§ DATASET SECTION:
_____
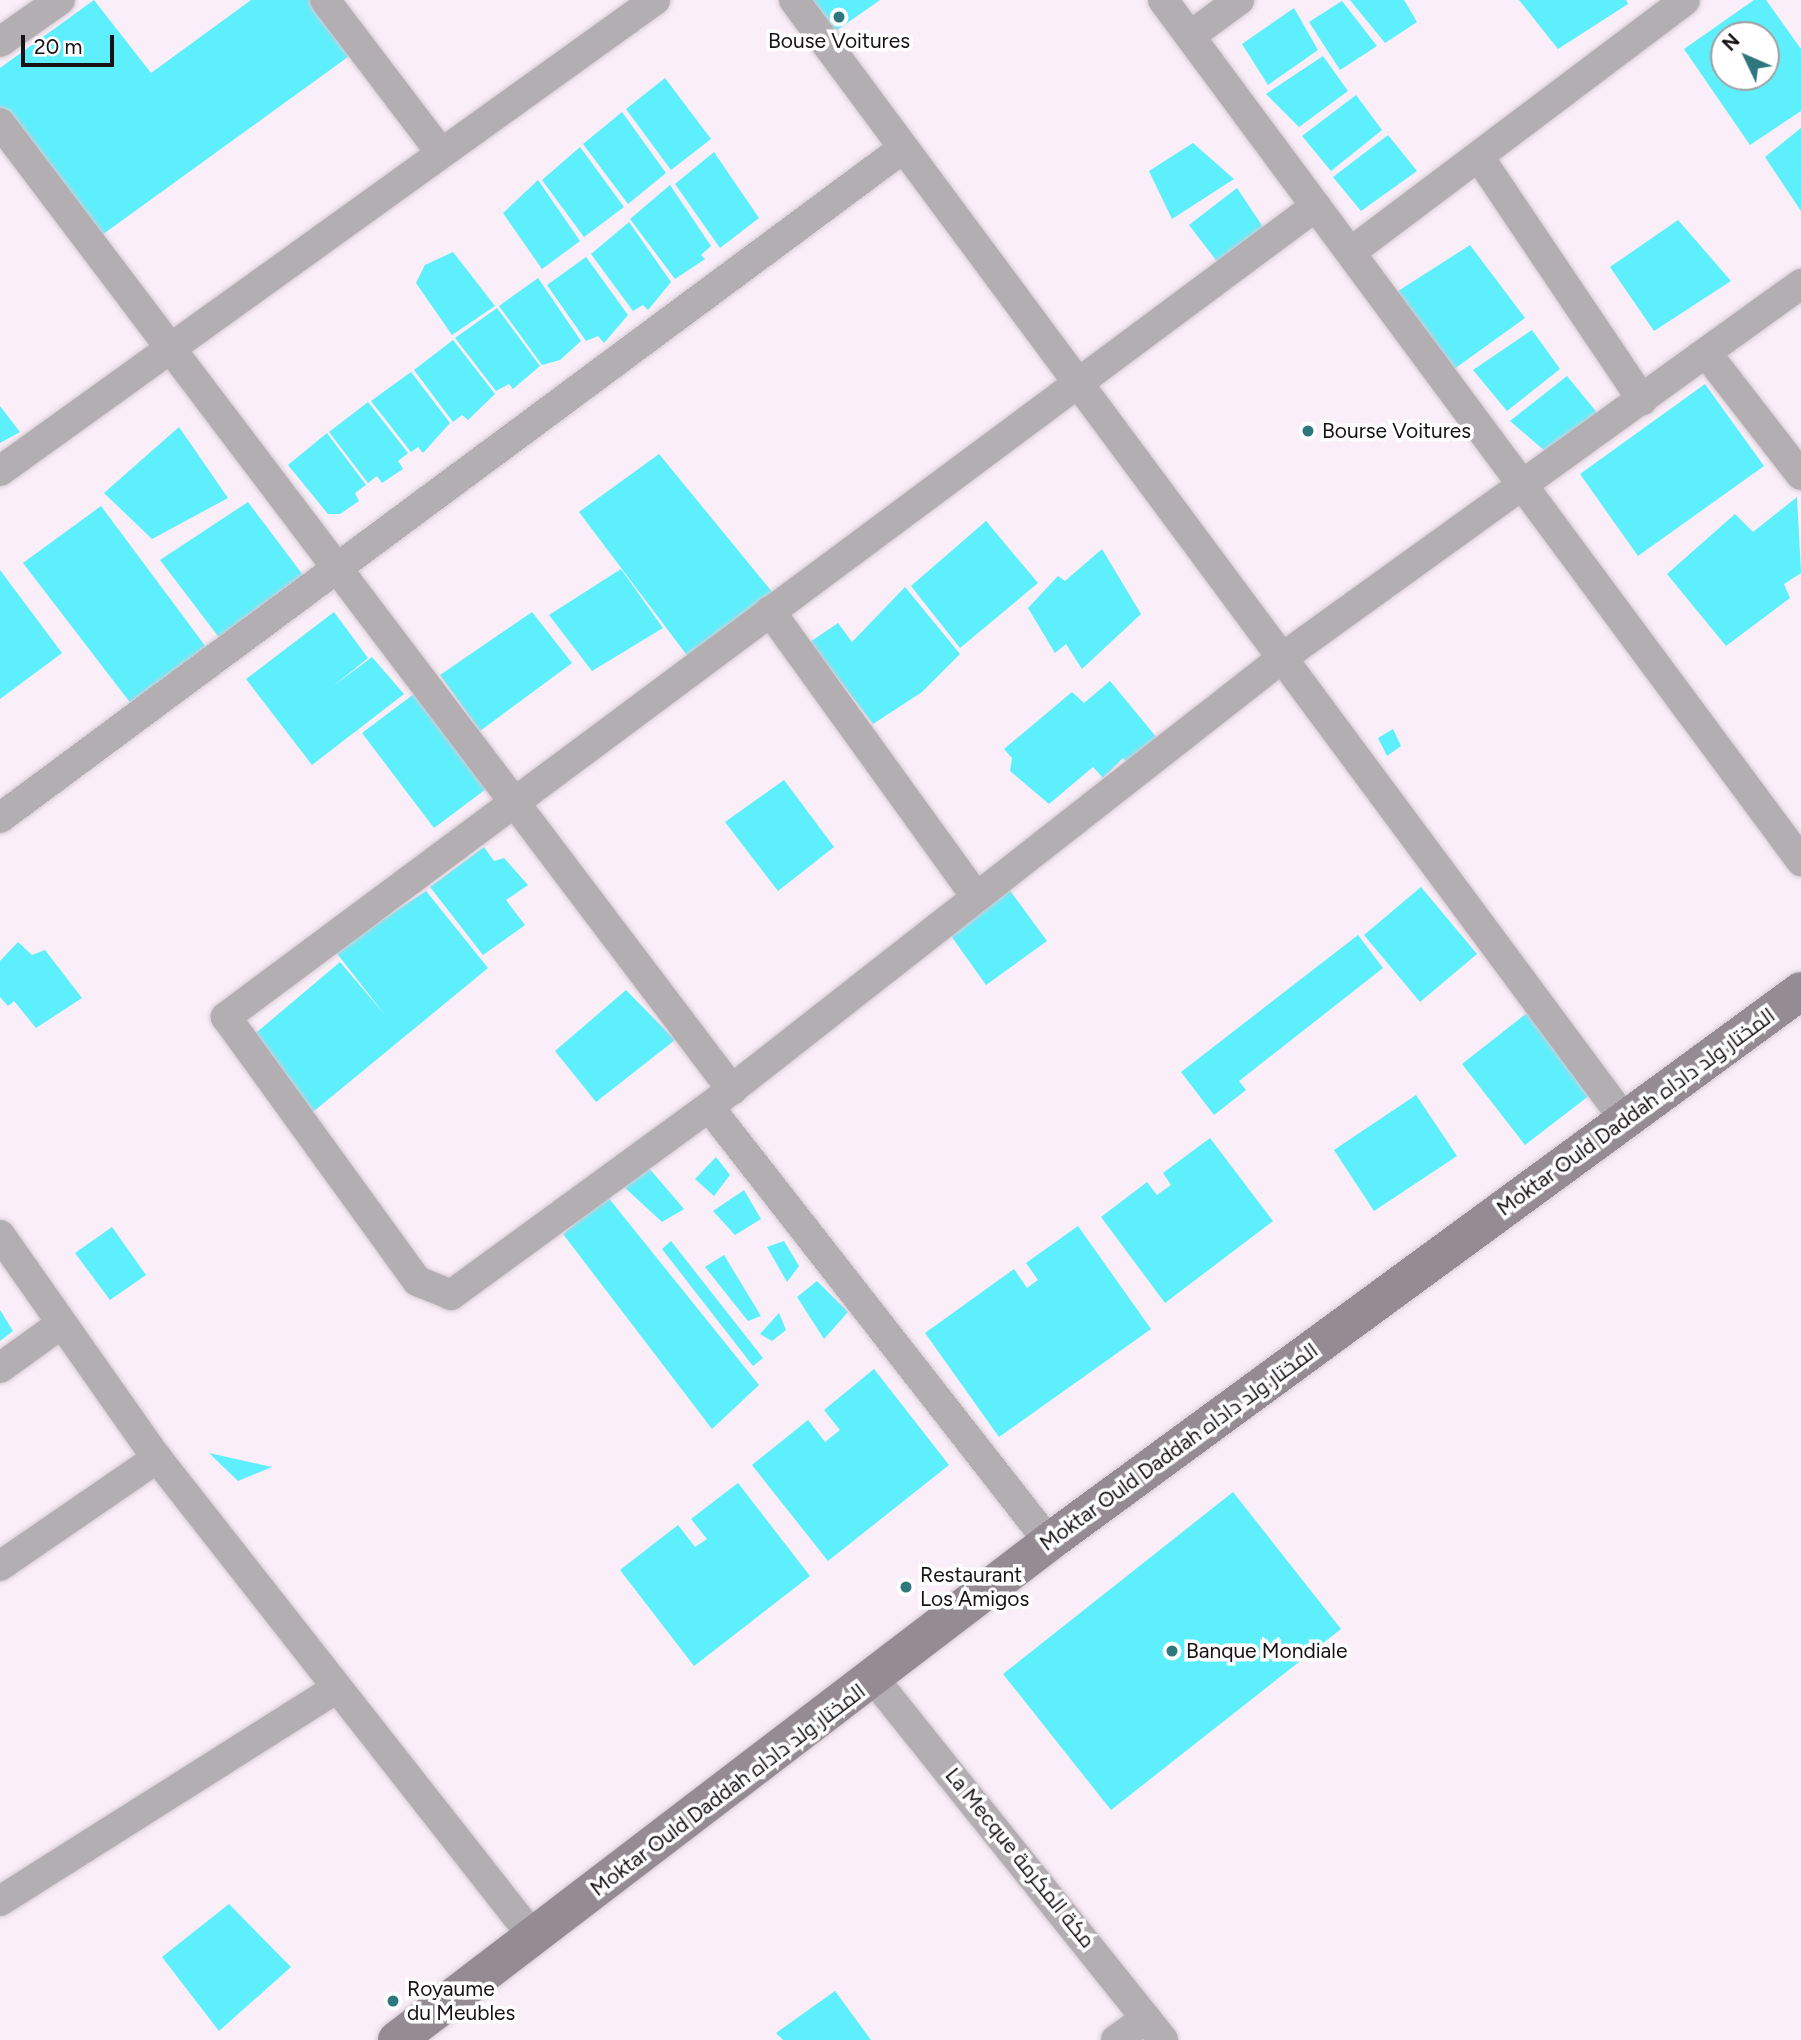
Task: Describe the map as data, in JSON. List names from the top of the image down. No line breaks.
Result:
{"streets":{"main road":["Moktar Ould Daddah المختار ولد داداه"],"street":["La Mecque مكة المكرمة"]},"crossings":[["Moktar Ould Daddah المختار ولد داداه","La Mecque مكة المكرمة"]],"places":["Bouse Voitures","Bourse Voitures","Restaurant Los Amigos","Banque Mondiale","Royaume du Meubles"],"scale_bar":"20 m","north":"top left"}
_____
§ HOW TO COMPLETE THIS TASK:
Where the material above includes pictures, omit them and retype everything else exactly.

§ THE ANSWER:
Task: Describe the map as data, in JSON. List names from the top of the image down. No line breaks.
Result:
{"streets":{"main road":["Moktar Ould Daddah المختار ولد داداه"],"street":["La Mecque مكة المكرمة"]},"crossings":[["Moktar Ould Daddah المختار ولد داداه","La Mecque مكة المكرمة"]],"places":["Bouse Voitures","Bourse Voitures","Restaurant Los Amigos","Banque Mondiale","Royaume du Meubles"],"scale_bar":"20 m","north":"top left"}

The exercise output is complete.